By allowing a wide array of people to hold discussions and draw conclusions together, a democratic process can help us decide how AIs should behave. Democratic processes are already used to govern technology, such as by Wikipedia in deciding how to write encyclopedia articles and by Twitter in deciding if, when, and how to fact-check misleading Tweets.
OpenAI will be awarding 10 grants of $100,000 each to support work on democratic governance of AI. Anybody is welcome to submit a proposal for a democratic process that would facilitate deliberation and decisions about how AIs should act. Proposals will be assessed on features such as inclusiveness, legibility, actionability, and ease of evaluating the method’s success. Ten successful applicants will receive $100,000 grants to pilot their proposal over the next three months by using their method to democratically answer a difficult question in AI governance.

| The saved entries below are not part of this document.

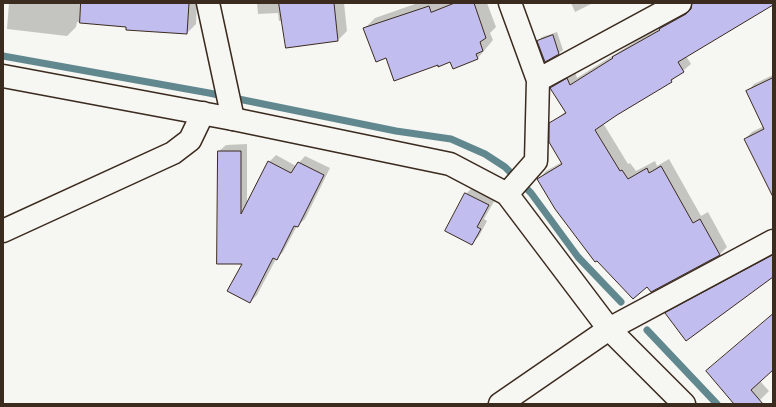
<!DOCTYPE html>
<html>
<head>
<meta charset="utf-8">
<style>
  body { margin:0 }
  #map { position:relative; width:776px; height:407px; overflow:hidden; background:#f6f6f2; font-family:Delius,sans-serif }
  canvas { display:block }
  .frame { position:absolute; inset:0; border:4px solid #3b2a1e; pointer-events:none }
</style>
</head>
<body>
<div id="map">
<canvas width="776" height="407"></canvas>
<div class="frame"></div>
</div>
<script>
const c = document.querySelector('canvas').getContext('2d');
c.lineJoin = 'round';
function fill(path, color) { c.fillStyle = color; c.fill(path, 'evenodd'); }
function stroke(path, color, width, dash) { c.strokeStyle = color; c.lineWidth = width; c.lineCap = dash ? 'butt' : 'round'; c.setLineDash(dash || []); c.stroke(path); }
const shadow = new Path2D(`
  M 9,3 L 197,3 L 196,24 L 187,33 L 77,22 L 76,27 L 67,36 L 7,29 Z
  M 257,3 L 344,3 L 347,31 L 338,40 L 286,47 L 283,21 L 279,21 L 278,13 L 258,14 Z
  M 418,3 L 487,3 L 496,27 L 490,33 L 493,40 L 478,58 L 453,67 L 451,61 L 438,64 L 387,57 L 365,28 L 375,18 Z
  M 571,3 L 593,3 L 575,12 Z
  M 705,3 L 764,3 L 686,56 L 691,64 L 671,81 L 603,123 L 628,164 L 630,163 L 636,171 L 655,161 L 657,166 L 669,159 L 701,216 L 708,212 L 727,247 L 720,254 L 651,291 L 539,179 L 546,171 L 562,162 L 550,124 L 566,111 L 552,88 L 559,80 L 575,71 L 577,78 L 668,21 L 694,7 Z
  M 557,32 L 563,50 L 559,53 L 538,41 L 542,37 Z
  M 773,75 L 773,173 L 745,139 L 752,132 L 764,126 L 747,92 L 754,84 Z
  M 247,144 L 247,204 L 269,162 L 276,155 L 296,166 L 305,156 L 330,168 L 305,219 L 297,226 L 283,252 L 276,259 L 257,295 L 250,302 L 243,263 L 219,151 L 226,145 Z
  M 474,186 L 496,198 L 484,219 L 487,221 L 479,236 L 472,244 L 466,194 Z
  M 773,252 L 773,276 L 667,313 L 676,303 Z
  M 773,314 L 773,368 L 760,381 L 769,391 L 756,404 L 735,404 L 750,336 Z`);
const stream = new Path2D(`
  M 3,56 L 209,93 L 396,131 L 451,139 L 485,154 L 505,167 L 531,193 L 578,257 L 621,302
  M 647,330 L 717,404`);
const building = new Path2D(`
  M 81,3 L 189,3 L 187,34 L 126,30 L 126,27 L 80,23 Z
  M 279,3 L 334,3 L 338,41 L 286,48 Z
  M 455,3 L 474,3 L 486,38 L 480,42 L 483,51 L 476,54 L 478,59 L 453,69 L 450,62 L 438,67 L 438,65 L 394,81 L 386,58 L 376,62 L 363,28 L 429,6 L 431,12 Z
  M 692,3 L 773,3 L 773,5 L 678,62 L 684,72 L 671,80 L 672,82 L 617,115 L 595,130 L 620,171 L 622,170 L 628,179 L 647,168 L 649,173 L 661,166 L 693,223 L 700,219 L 720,255 L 651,292 L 647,287 L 633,299 L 597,261 L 595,262 L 555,209 L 537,179 L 562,164 L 549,142 L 549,123 L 566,113 L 550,88 L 567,78 L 570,85 L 613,58 L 612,57 L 660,30 L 659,29 L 686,14 L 691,9 Z
  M 553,35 L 559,54 L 545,62 L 537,41 Z
  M 773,78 L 773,197 L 744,139 L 764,129 L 746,91 Z
  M 218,151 L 241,151 L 241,214 L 268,161 L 291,173 L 298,162 L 324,175 L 298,227 L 294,226 L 277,260 L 273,258 L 250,303 L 227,291 L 242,264 L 217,264 Z
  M 465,193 L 489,205 L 477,227 L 481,229 L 472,245 L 445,231 Z
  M 773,255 L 773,277 L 686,341 L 665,313 Z
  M 773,314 L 773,370 L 751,390 L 763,404 L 734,404 L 706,371 Z`);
const street = new Path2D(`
  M 208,3 L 233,119
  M 538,80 L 680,3
  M 507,194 L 536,161 L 538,80 L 510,3
  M 684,404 L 609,329 L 773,241`);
const secondary = new Path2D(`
  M 3,76 L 233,119 L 450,164 L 507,194 L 609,329 L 500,404
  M 3,231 L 173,153 L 190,140 L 203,113`);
fill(shadow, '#0003');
stroke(stream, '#61888f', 7);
fill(building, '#c1bdef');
stroke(building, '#3b2a1e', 1);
stroke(street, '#3b2a1e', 25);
stroke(secondary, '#3b2a1e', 25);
stroke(street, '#f6f6f2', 22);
stroke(secondary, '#f6f6f2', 22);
</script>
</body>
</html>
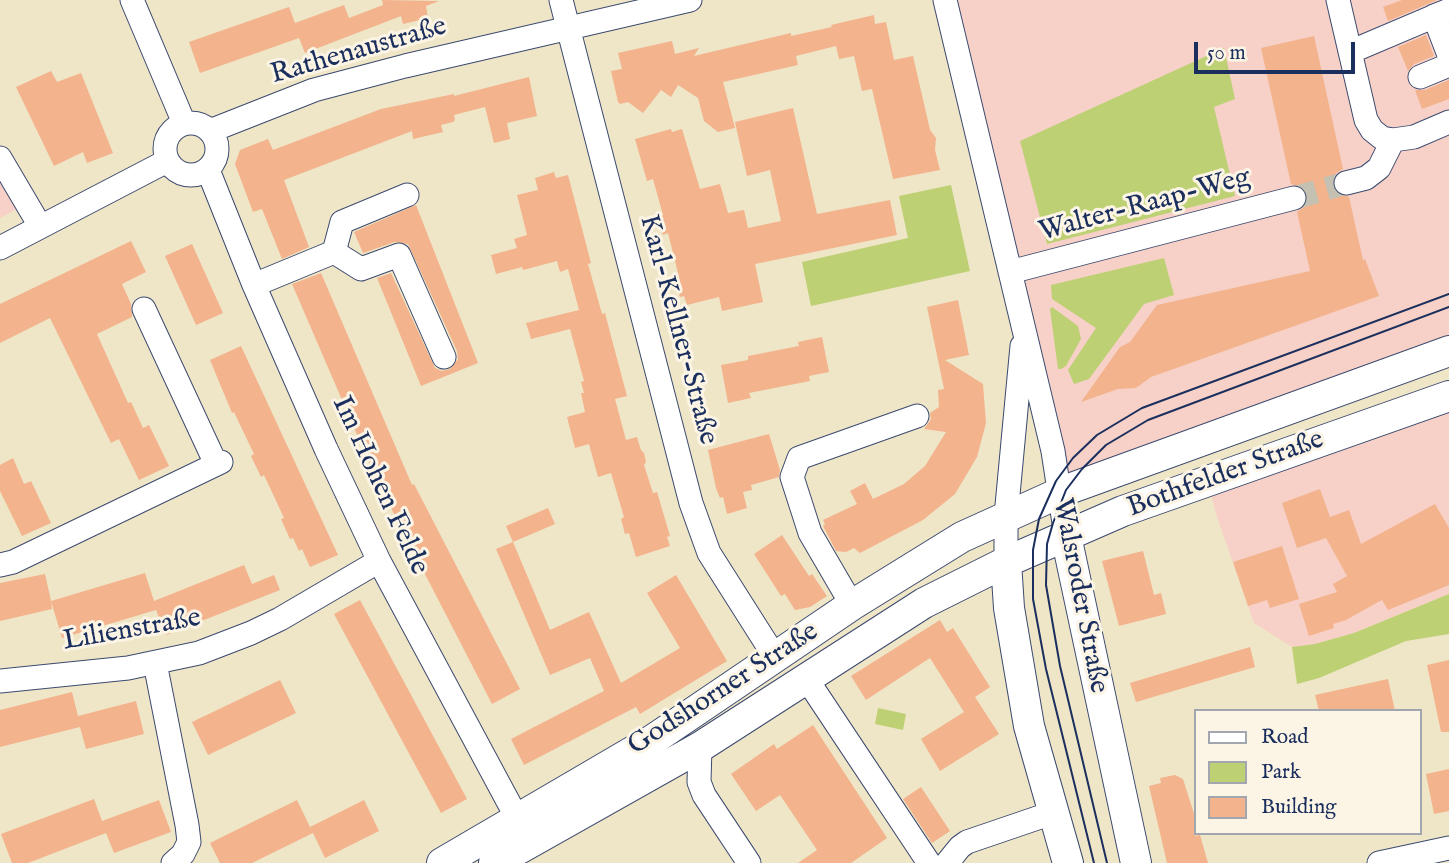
<!DOCTYPE html>
<html>
<head>
<meta charset="utf-8">
<style>
  body { margin:0 }
  #map { position:relative; width:1449px; height:863px; overflow:hidden; background:#efe5c7; font-family:"IM FELL English",serif }
  canvas { display:block }
  .legend { position:absolute; left:1194px; top:709px; width:228px; height:126px; box-sizing:border-box; background:#fcf5e5; border:2px solid #a2a6af; margin:0; padding:9px 12px; list-style:none; font-size:21px; color:#1b2f5e }
  .legend li { display:flex; align-items:center; gap:14px; height:35px }
  .legend b { width:35px; border:2px solid #a2a6af }
  .scale { position:absolute; left:1194px; top:42px; width:161px; height:32px; box-sizing:border-box; border:4px solid #1b2f5e; border-top:0; padding-left:9px; font-size:21px; line-height:24px; white-space:nowrap; color:#1b2f5e; -webkit-text-stroke:5px #fcf5e5; paint-order:stroke }
</style>
</head>
<body>
<div id="map">
<canvas width="1449" height="863"></canvas>
<ul class="legend">
<li><b style="height:9px;background:#fff"></b>Road</li>
<li><b style="height:19px;background:#bdd073"></b>Park</li>
<li><b style="height:19px;background:#f3b38d"></b>Building</li>
</ul>
<div class="scale">50 m</div>
</div>
<script>
const context = document.querySelector('canvas').getContext('2d');
context.lineJoin = 'round';
function fill(path, color) { context.fillStyle = color; context.fill(path, 'evenodd'); }
const poly = rows => new Path2D(rows.map(r => 'M' + r).join(''));
function stroke(path, color, width, dash) { context.strokeStyle = color; context.lineWidth = width; context.lineCap = dash ? 'butt' : 'round'; context.setLineDash(dash || []); context.stroke(path); }
function drawText(font, color, halo, rows, align = 'center') {
  context.font = font + ' "IM FELL English",serif'; context.lineWidth = 6; context.setLineDash([]); context.textBaseline = 'middle'; context.strokeStyle = halo; context.fillStyle = color; for (const [text, x, y, turn = 0] of rows) {
    context.save(); context.translate(x, y); context.rotate((+turn || 0) * Math.PI / 180); context.textAlign = isNaN(turn) ? turn : align; if (halo) context.strokeText(text, 0, 0); context.fillText(text, 0, 0); context.restore();
  }
}
const built = poly([
  [945,0,1449,0,1449,351,1066,490],
  [0,180,17,209,0,218],
  [1449,397,1449,594,1354,633,1315,644,1292,647,1254,623,1217,517,1210,491]
]);
const green = poly([
  [1224,48,1235,99,1214,107,1235,196,1047,244,1020,141],
  [951,185,970,271,811,306,802,262,908,238,899,196],
  [1164,258,1174,295,1144,304,1089,379,1074,384,1068,370,1096,328,1052,299,1051,285],
  [1052,307,1078,326,1081,339,1066,366,1061,369,1058,369,1050,309],
  [1449,594,1449,634,1406,641,1319,678,1297,684,1292,647,1315,644,1354,633],
  [878,708,906,714,903,730,875,724]
]);
const building = poly([
  [382,0,439,1,426,6,428,18,403,24,401,16,305,53,299,38,200,73,189,42,289,7,295,23,344,5,349,18,383,5],
  [1402,0,1437,0,1388,21,1383,7],
  [874,15,875,24,886,22,894,60,913,56,930,130,936,138,935,150,940,170,893,179,872,89,862,91,854,56,839,59,836,46,796,56,798,65,723,82,735,128,718,132,704,121,698,98,678,85,671,97,661,90,643,113,628,102,620,104,618,102,611,71,622,69,618,53,672,41,675,54,699,48,694,56,791,33,791,36,832,27,831,25],
  [1426,35,1434,56,1414,64,1408,71,1398,47],
  [1314,36,1343,169,1336,173,1332,186,1336,193,1349,197,1363,260,1365,259,1379,296,1151,377,1136,388,1118,389,1081,402,1120,347,1130,342,1157,305,1310,271,1297,212,1304,207,1308,195,1303,188,1291,184,1261,48],
  [51,71,57,82,81,73,113,153,87,163,83,152,54,166,16,87],
  [529,77,537,116,507,123,510,139,494,143,485,107,454,115,455,120,453,122,441,125,443,132,413,139,412,131,284,180,309,247,282,259,262,209,253,212,235,164,240,150,268,139,273,150,381,109,454,94,454,96],
  [1449,80,1449,99,1422,109,1415,90,1425,90],
  [793,108,817,214,890,200,897,235,755,264,763,302,722,311,719,297,687,305,684,296,680,297,677,288,675,278,679,277,668,233,663,235,658,216,663,215,653,179,647,181,635,139,671,129,672,132,682,129,700,189,720,184,728,213,744,210,748,228,781,221,770,170,747,176,735,122],
  [554,172,556,178,568,175,591,263,588,264,602,314,605,313,612,340,627,396,615,399,626,440,637,437,641,450,644,453,646,462,644,465,653,493,657,492,670,536,667,537,670,546,636,557,629,533,625,534,621,519,624,517,611,473,598,477,589,444,575,448,567,417,585,412,581,393,584,393,581,382,584,381,570,329,531,339,526,323,579,310,568,269,560,272,557,261,523,270,522,267,496,274,491,255,517,248,514,239,527,235,517,195,538,190,535,178],
  [416,205,478,363,421,386,377,278,391,273,435,368,442,371,450,369,458,359,457,351,408,244,395,242,363,253,354,232],
  [131,241,146,272,122,284,131,304,132,317,97,334,128,403,131,402,143,428,149,425,169,466,139,480,119,439,111,443,50,318,0,343,0,304],
  [192,244,223,313,196,325,165,256],
  [321,273,412,485,414,484,520,689,492,704,377,481,292,284],
  [958,300,969,355,945,360,983,384,986,423,977,457,955,494,923,520,860,553,854,548,846,552,836,551,823,526,825,524,823,520,857,504,850,491,865,483,873,499,904,484,925,466,946,432,924,429,931,419,930,413,939,407,938,390,944,389,927,307],
  [822,337,829,372,809,376,810,381,749,393,751,398,728,403,721,365,748,360,748,356,799,346,798,342],
  [241,346,338,555,310,567,302,549,299,551,293,538,290,539,281,519,284,518,264,475,261,477,251,456,254,454,234,412,232,413,210,360],
  [769,434,780,470,779,477,751,485,752,490,743,492,747,508,727,514,723,497,720,498,716,488,708,450],
  [13,458,24,484,31,481,51,523,22,536,0,491,0,465],
  [1320,489,1330,517,1349,510,1361,544,1435,504,1449,528,1449,585,1388,610,1382,600,1346,620,1333,624,1334,628,1309,636,1299,604,1337,592,1333,584,1347,576,1326,538,1297,548,1282,503],
  [548,508,555,524,513,542,506,526],
  [782,535,809,576,812,574,827,596,810,607,795,610,785,594,781,596,754,554],
  [513,542,550,630,589,612,621,683,680,648,647,593,676,575,727,661,640,714,636,707,524,765,511,739,604,691,590,658,550,675,496,549],
  [1282,546,1299,599,1270,608,1267,600,1248,606,1233,562],
  [1143,551,1154,595,1161,593,1166,614,1119,626,1102,561],
  [244,565,252,584,274,575,280,590,166,635,156,610,62,638,51,601,52,609,0,621,0,583,45,574,51,601,145,573,154,601],
  [360,600,467,799,441,813,334,614],
  [940,620,947,632,953,628,990,687,975,697,999,734,940,771,921,739,964,712,930,658,866,700,851,676],
  [1250,647,1255,667,1136,702,1130,683],
  [1449,660,1449,732,1441,732,1427,665],
  [1388,679,1395,711,1319,711,1315,695],
  [280,680,296,713,208,755,192,722],
  [72,692,78,716,136,701,144,734,86,749,80,727,0,747,0,710],
  [813,725,887,838,851,863,798,863,817,850,780,795,756,811,731,774,774,744,777,749],
  [1449,769,1449,811,1434,814,1426,774],
  [1175,775,1183,779,1195,817,1195,836,1200,835,1208,863,1167,863,1149,786,1161,783,1160,778],
  [921,787,950,831,932,843,903,799],
  [94,799,102,821,159,800,171,832,114,853,106,833,28,863,12,863,1,834],
  [297,800,310,827,364,800,379,831,325,858,313,833,252,863,220,863,210,843]
]);
const minorTunnel = poly([
  [1294,198,1346,183]
]);
const minor = poly([
  [132,0,184,123],
  [561,0,691,503,709,553,775,657],
  [945,0,1053,451,1066,536],
  [1338,0,1366,120,1372,130,1382,138,1393,140,1414,137,1449,122],
  [1447,11,1434,16,1449,55],
  [1350,52,1449,10],
  [1420,77,1449,65],
  '165 149a26 26 0 1 1 52 0a26 26 0 1 1-52 0Z',
  [210,131,314,90,405,66,690,0],
  [0,158,40,226],
  [208,170,254,285,326,449,379,561,517,818],
  [1346,183,1366,178,1379,168,1393,140],
  [0,248,167,161],
  [334,252,342,222,407,195],
  [1010,272,1294,198],
  [254,285,334,252,361,269,399,255,444,357],
  [144,309,216,464],
  [1006,562,1006,516,1022,346],
  [0,565,13,562,221,462],
  [852,605,810,533,792,477,799,458,917,416],
  [155,663,187,825,189,842,183,854,173,863],
  [806,678,929,863],
  [0,681,128,668,199,653,251,633,280,619,379,561],
  [700,747,699,782,704,795,749,863],
  [947,863,960,847,967,842,1052,813],
  [1379,863,1449,848]
]);
const major = poly([
  [1066,536,1136,863],
  [1006,562,1009,608,1029,726,1068,863],
  [442,863,654,739,852,605,962,537,1066,490,1449,351],
  [494,863,700,747,924,603,1006,562,1123,511,1449,396]
]);
const tram = poly([
  [1094,863,1046,669,1033,599,1033,550,1039,519,1056,481,1073,458,1097,435,1142,408,1449,294],
  [1107,863,1060,666,1046,585,1047,544,1053,523,1066,490,1082,469,1106,445,1148,420,1449,307]
]);
const streetNames = [
  ["Rathenaustraße",359,52,-16],
  ["Walter-Raap-Weg",1145,206,-15],
  ["Karl-Kellner-Straße",677,330,75],
  ["Bothfelder Straße",1226,475,-20],
  ["Im Hohen Felde",379,486,65],
  ["Walsroder Straße",1079,596,79],
  ["Lilienstraße",132,631,-10],
  ["Godshorner Straße",724,690,-33]
];
fill(built, '#f7d1c7');
fill(green, '#bdd073');
fill(building, '#f3b38d');
stroke(minorTunnel, '#c5c1b2', 23, [23, 11]);
stroke(minor, '#3b4a6e', 25);
stroke(major, '#3b4a6e', 32);
stroke(minor, '#fff', 23);
stroke(major, '#fff', 30);
stroke(tram, '#1b2f5e', 2);
drawText('28px', '#1b2f5e', '#fcf5e5', streetNames);
</script>
</body>
</html>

Applications are due on June 24th, 2023. Read more and apply here.
UK Prime Minister Rishi Sunak discusses existential risk and other safety concerns in a meeting with leaders of AI labs.
The White House’s National AI R&D Strategic Plan recommends research on challenges of AI safety including “existential risk associated with the development of artificial general intelligence.” They are requesting information about how to set national priorities on AI.
Anthropic raises an additional $450M to build advanced AI.
A new YouGov poll finds that most Americans across all surveyed demographic groups believe AI should be regulated by the government.
GPT-4 is really good at playing Minecraft. Minecraft has been a long-standing challenge in the field of building AI agents, and the success of GPT-4 indicates the potential of new AI agents powered by large language models.